::: MATERIAL FOR THIS EXERCISE :::
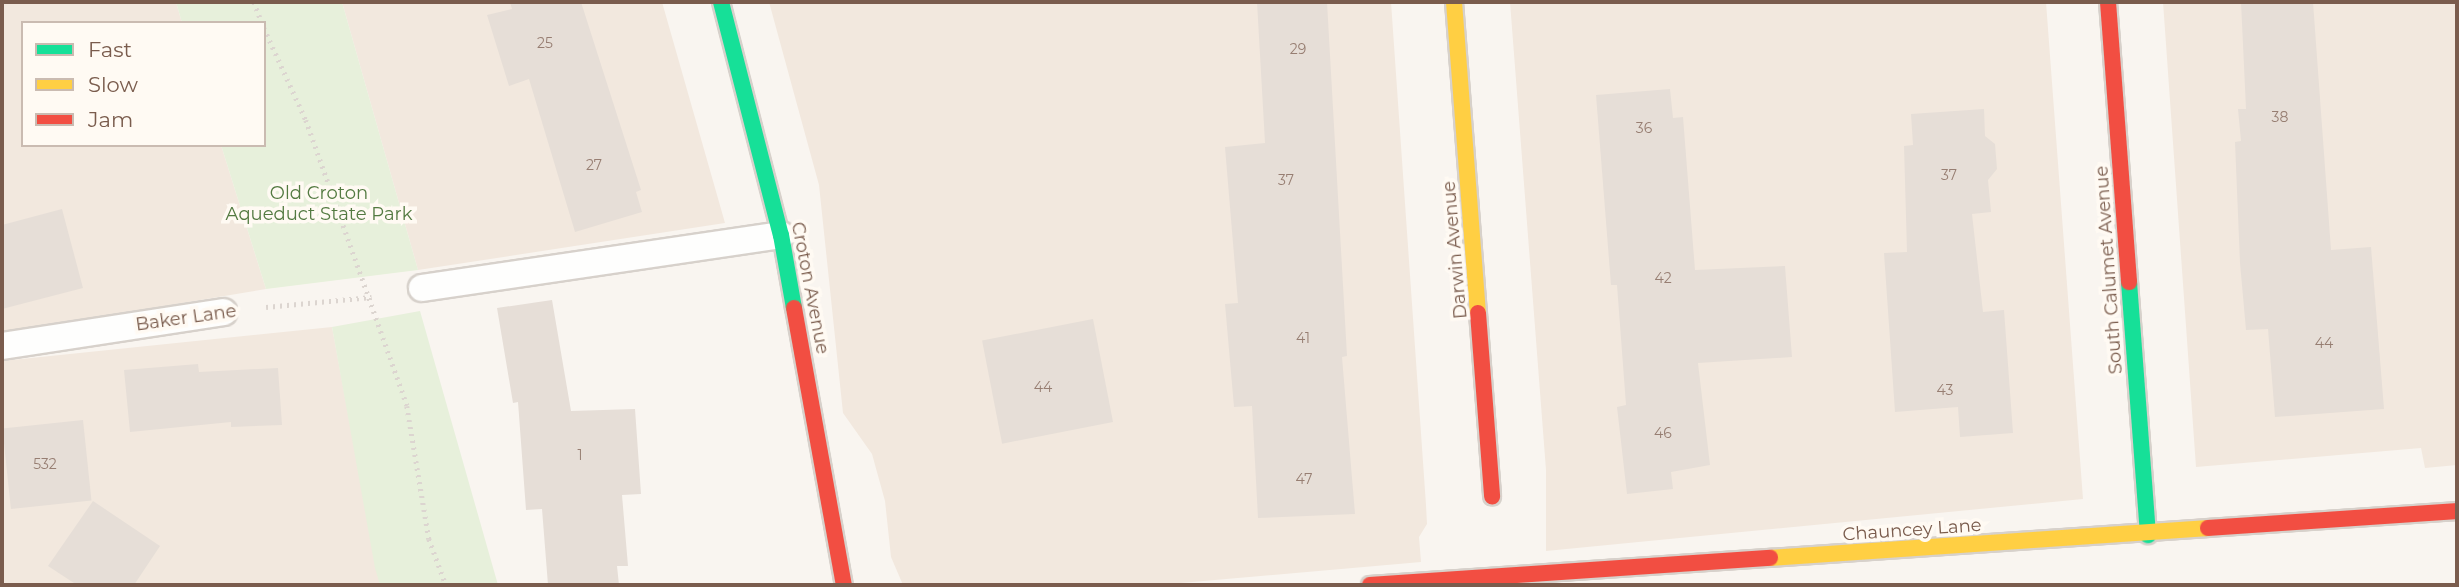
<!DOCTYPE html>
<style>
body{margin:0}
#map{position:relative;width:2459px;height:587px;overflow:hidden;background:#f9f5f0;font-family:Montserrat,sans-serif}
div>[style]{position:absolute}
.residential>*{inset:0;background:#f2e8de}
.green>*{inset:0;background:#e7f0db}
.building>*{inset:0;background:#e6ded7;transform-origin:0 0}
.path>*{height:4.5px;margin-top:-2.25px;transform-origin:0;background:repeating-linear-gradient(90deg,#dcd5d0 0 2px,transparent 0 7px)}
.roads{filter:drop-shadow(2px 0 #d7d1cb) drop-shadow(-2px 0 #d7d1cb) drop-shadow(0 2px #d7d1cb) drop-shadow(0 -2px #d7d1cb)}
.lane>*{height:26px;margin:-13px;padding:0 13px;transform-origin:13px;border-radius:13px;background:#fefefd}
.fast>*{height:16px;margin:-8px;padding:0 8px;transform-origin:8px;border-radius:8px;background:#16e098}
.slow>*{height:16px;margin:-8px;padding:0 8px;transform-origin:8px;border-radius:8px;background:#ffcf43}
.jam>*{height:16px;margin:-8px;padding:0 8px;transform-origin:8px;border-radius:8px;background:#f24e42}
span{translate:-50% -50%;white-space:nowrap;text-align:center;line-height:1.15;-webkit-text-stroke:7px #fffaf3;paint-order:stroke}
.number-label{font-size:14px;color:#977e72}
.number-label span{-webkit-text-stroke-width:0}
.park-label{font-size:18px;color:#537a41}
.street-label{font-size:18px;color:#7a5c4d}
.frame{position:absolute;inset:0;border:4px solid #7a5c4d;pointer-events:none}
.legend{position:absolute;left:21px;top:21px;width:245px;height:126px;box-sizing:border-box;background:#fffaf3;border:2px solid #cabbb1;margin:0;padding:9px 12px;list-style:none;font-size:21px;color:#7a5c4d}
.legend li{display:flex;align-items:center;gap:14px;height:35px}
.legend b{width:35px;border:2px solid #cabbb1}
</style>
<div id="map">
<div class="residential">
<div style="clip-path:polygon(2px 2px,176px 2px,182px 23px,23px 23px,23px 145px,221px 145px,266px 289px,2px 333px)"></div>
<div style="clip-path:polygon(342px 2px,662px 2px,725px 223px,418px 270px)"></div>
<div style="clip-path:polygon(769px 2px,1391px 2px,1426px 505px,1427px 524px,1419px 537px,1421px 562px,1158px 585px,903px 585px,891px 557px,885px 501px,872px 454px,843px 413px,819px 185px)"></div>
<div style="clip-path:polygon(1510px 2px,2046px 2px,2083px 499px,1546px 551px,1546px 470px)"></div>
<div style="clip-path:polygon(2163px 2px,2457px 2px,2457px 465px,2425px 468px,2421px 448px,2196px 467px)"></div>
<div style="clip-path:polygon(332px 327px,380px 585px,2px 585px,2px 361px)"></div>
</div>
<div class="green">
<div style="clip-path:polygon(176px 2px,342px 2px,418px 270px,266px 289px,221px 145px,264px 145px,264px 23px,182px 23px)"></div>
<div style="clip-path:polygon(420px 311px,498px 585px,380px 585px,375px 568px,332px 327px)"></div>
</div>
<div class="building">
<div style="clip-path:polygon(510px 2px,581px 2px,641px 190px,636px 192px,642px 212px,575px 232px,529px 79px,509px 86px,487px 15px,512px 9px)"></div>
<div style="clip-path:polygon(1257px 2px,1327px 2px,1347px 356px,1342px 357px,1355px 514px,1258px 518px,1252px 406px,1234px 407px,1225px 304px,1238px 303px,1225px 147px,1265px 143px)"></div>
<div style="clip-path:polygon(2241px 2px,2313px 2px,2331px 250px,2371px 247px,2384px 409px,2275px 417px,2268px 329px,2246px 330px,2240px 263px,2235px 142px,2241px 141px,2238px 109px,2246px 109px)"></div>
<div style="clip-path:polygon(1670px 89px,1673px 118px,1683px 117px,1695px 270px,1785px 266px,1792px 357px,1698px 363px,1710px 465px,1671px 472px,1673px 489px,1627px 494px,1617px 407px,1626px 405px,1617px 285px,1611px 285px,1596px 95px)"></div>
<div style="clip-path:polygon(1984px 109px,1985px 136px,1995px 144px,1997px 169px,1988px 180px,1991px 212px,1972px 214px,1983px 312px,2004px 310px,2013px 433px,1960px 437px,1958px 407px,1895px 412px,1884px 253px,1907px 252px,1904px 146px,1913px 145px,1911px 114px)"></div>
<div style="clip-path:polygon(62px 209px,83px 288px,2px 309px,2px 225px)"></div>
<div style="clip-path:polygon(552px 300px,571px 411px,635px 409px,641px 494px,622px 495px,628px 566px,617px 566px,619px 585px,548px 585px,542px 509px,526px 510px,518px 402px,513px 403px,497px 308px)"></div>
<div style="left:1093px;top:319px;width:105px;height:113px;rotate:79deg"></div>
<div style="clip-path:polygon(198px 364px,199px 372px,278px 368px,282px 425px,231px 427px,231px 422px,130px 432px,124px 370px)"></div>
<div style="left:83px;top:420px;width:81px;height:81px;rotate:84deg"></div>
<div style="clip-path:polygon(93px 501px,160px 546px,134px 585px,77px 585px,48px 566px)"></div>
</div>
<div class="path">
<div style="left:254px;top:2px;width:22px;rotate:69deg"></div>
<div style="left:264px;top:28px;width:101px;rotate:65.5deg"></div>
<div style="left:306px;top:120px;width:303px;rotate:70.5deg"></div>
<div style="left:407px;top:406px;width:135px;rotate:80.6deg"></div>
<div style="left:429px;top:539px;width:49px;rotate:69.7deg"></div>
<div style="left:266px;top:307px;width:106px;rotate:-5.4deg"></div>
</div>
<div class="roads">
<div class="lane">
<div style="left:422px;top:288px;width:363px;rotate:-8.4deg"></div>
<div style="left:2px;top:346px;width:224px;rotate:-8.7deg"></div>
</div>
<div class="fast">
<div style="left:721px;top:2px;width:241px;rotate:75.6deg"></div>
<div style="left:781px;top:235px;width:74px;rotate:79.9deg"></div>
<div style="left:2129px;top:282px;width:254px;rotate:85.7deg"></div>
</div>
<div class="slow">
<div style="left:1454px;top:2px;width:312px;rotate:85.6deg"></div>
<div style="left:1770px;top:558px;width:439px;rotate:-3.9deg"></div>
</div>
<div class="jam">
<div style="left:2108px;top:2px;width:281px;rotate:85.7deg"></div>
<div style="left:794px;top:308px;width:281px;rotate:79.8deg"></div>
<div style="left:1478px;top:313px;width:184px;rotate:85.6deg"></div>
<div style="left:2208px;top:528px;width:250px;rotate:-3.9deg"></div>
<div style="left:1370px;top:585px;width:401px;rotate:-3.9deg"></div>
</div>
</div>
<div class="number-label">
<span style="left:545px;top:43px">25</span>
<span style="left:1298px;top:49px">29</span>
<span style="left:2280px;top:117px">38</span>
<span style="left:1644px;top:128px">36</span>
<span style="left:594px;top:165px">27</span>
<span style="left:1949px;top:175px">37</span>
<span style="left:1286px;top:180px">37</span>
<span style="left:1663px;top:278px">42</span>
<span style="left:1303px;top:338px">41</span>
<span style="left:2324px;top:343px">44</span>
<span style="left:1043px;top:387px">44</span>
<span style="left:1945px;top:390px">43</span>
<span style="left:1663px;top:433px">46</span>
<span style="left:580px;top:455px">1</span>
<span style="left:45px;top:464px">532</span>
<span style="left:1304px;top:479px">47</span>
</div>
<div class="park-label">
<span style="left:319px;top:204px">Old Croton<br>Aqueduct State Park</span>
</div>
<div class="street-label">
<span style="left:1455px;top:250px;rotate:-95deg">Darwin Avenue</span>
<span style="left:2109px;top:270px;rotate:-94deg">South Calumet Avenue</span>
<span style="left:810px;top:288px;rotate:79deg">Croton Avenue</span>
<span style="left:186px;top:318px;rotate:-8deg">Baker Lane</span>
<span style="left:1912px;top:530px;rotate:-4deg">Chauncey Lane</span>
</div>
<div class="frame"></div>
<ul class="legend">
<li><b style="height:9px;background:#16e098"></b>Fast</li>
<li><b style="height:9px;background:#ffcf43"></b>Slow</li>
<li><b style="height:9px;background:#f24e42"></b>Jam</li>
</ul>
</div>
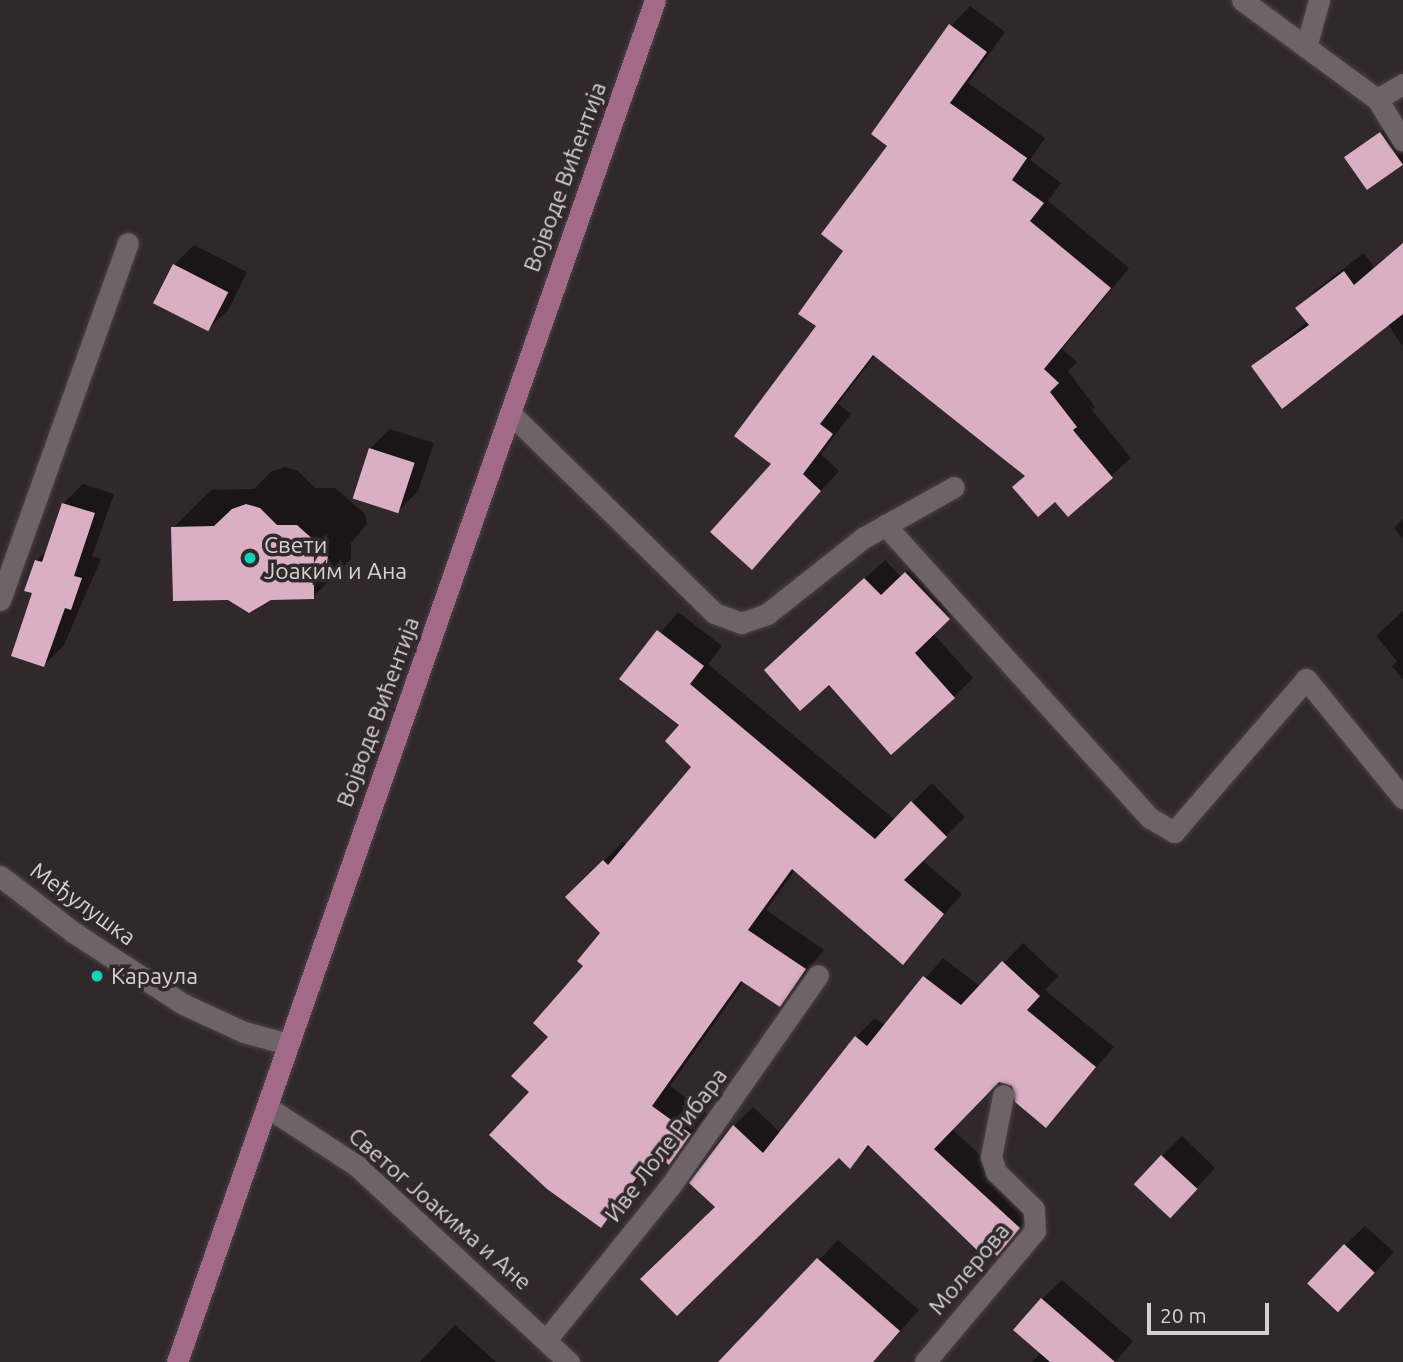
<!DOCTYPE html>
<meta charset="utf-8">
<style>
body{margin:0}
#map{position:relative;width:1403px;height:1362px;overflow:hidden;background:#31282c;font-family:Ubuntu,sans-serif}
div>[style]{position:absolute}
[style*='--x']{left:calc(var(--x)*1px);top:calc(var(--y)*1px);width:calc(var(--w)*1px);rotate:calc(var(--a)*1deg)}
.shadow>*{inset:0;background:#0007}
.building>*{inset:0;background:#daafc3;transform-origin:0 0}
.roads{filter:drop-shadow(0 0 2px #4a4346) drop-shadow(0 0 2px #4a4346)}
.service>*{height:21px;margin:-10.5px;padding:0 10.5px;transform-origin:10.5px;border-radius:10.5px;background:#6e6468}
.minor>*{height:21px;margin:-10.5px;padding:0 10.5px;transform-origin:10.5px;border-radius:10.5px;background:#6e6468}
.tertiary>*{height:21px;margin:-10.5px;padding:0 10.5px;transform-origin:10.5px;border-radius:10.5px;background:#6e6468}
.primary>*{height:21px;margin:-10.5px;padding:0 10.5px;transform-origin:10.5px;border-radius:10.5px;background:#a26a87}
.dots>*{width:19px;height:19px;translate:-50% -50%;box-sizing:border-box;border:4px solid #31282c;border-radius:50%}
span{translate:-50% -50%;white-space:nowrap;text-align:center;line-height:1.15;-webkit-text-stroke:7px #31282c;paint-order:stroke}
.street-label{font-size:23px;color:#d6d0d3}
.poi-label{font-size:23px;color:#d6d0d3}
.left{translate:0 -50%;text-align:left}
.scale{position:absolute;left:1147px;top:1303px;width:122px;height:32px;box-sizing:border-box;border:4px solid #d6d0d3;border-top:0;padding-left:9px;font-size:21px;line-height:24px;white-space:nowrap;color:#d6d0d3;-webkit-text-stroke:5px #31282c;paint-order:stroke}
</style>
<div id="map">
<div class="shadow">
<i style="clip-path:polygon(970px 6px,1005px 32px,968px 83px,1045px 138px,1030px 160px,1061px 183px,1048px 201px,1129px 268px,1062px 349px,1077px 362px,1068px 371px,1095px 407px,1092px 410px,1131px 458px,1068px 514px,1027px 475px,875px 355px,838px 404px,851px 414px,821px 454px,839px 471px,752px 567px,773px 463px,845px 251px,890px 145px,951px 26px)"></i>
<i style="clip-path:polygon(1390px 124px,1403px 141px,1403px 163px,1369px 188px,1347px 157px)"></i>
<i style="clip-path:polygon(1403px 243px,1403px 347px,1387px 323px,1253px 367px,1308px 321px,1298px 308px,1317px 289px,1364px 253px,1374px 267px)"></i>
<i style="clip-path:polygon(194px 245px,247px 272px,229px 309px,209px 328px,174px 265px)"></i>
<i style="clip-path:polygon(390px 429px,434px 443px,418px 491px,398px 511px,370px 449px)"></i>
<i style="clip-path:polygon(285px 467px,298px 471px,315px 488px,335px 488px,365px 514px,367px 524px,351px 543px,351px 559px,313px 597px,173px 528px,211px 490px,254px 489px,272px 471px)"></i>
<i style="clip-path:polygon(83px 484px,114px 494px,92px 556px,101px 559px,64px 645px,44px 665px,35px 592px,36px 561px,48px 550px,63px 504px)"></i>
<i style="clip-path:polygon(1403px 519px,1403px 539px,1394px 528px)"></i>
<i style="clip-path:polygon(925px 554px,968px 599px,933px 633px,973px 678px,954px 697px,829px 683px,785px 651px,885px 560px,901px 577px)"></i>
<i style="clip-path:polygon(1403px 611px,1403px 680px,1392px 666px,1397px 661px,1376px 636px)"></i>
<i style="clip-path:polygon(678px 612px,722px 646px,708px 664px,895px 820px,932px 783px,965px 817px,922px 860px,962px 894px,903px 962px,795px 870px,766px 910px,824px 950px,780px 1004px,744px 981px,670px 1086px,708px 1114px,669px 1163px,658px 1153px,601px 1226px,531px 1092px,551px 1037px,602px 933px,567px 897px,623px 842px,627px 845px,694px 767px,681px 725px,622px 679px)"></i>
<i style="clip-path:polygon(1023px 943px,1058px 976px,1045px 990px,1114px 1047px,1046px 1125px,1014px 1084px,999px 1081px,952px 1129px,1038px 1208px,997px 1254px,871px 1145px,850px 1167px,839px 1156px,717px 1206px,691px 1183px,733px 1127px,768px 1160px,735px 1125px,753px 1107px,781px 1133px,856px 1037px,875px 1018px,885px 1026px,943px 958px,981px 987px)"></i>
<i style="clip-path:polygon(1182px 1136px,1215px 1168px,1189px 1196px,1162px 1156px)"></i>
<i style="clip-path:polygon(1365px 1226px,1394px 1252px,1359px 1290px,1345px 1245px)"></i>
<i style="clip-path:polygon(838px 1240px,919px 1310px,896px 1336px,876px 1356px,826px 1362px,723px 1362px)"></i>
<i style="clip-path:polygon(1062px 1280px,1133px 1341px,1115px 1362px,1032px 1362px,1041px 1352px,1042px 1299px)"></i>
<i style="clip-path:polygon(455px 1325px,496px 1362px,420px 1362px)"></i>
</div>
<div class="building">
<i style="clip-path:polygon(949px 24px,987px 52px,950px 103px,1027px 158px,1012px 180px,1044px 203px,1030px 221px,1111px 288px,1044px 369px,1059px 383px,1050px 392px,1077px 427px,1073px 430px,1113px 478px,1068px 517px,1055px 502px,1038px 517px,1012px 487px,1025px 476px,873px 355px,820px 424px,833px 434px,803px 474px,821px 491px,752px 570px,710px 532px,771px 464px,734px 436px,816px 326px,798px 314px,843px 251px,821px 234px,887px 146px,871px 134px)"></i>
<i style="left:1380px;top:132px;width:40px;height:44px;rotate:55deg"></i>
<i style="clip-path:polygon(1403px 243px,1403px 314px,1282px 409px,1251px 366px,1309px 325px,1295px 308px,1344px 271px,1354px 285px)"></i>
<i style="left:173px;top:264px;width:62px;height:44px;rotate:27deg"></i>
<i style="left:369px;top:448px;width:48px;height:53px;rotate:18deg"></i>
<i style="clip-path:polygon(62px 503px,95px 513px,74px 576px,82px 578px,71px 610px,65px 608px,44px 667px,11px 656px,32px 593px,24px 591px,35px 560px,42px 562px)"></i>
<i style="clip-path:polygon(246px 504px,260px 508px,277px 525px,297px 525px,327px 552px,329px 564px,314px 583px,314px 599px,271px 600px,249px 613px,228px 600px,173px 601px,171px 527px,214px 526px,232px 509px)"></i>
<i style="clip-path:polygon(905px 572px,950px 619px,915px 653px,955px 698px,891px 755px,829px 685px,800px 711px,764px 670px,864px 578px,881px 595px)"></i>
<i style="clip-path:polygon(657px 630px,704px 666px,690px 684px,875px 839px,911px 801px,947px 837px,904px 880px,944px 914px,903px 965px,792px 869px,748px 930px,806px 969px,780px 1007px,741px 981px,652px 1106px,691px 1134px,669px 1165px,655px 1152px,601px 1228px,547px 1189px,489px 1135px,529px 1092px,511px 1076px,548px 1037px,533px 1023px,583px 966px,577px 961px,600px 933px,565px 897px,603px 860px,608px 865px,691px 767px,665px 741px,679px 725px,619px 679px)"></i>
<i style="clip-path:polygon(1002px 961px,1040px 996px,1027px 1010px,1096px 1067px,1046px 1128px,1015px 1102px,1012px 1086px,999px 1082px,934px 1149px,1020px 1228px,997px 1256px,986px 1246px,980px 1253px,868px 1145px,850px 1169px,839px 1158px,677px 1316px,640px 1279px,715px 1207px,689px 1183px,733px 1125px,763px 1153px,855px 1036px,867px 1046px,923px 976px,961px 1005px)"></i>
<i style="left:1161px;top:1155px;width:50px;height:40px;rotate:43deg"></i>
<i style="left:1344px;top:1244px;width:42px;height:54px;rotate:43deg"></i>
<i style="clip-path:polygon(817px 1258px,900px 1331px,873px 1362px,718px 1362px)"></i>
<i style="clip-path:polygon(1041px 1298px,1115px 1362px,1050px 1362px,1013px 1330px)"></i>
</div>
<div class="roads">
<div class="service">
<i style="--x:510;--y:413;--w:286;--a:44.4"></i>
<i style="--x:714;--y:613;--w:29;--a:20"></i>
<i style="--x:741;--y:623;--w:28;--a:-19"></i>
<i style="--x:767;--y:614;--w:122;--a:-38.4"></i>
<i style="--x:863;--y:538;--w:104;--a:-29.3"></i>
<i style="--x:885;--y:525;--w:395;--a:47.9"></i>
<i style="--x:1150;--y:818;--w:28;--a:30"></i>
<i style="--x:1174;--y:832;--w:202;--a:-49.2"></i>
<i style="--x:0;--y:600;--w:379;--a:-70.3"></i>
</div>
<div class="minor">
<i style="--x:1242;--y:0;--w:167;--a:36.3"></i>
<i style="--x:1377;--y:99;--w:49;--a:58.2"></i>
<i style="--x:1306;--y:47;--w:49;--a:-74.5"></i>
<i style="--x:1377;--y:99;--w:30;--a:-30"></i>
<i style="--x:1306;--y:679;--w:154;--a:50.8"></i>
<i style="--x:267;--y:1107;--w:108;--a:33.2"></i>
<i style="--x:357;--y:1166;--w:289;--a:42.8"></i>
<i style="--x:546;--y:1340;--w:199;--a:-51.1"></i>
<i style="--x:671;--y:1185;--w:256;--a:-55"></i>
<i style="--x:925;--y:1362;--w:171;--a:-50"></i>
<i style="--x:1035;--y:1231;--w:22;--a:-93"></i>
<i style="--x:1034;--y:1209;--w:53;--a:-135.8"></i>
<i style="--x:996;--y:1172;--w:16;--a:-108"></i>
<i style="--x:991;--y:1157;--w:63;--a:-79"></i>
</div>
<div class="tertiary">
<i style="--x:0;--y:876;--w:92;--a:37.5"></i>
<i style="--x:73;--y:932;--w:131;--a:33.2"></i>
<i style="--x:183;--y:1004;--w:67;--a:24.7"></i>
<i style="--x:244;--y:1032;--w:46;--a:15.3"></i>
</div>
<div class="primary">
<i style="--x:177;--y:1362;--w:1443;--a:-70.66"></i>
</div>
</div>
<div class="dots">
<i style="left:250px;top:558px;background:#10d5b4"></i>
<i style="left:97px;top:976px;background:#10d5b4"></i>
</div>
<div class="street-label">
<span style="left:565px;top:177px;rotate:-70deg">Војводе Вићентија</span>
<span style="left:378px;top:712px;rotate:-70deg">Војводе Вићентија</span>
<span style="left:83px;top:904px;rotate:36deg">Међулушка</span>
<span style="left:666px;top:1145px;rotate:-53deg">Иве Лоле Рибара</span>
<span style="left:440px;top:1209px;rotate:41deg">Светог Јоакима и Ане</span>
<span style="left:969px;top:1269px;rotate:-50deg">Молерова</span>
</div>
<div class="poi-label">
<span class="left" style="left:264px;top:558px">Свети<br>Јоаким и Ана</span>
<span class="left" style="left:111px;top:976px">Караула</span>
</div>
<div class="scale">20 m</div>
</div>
:::
### EXERCISE:
From the entries above, extract each line containing "sans".

### RESULT:
#map{position:relative;width:2459px;height:587px;overflow:hidden;background:#f9f5f0;font-family:Montserrat,sans-serif}
#map{position:relative;width:1403px;height:1362px;overflow:hidden;background:#31282c;font-family:Ubuntu,sans-serif}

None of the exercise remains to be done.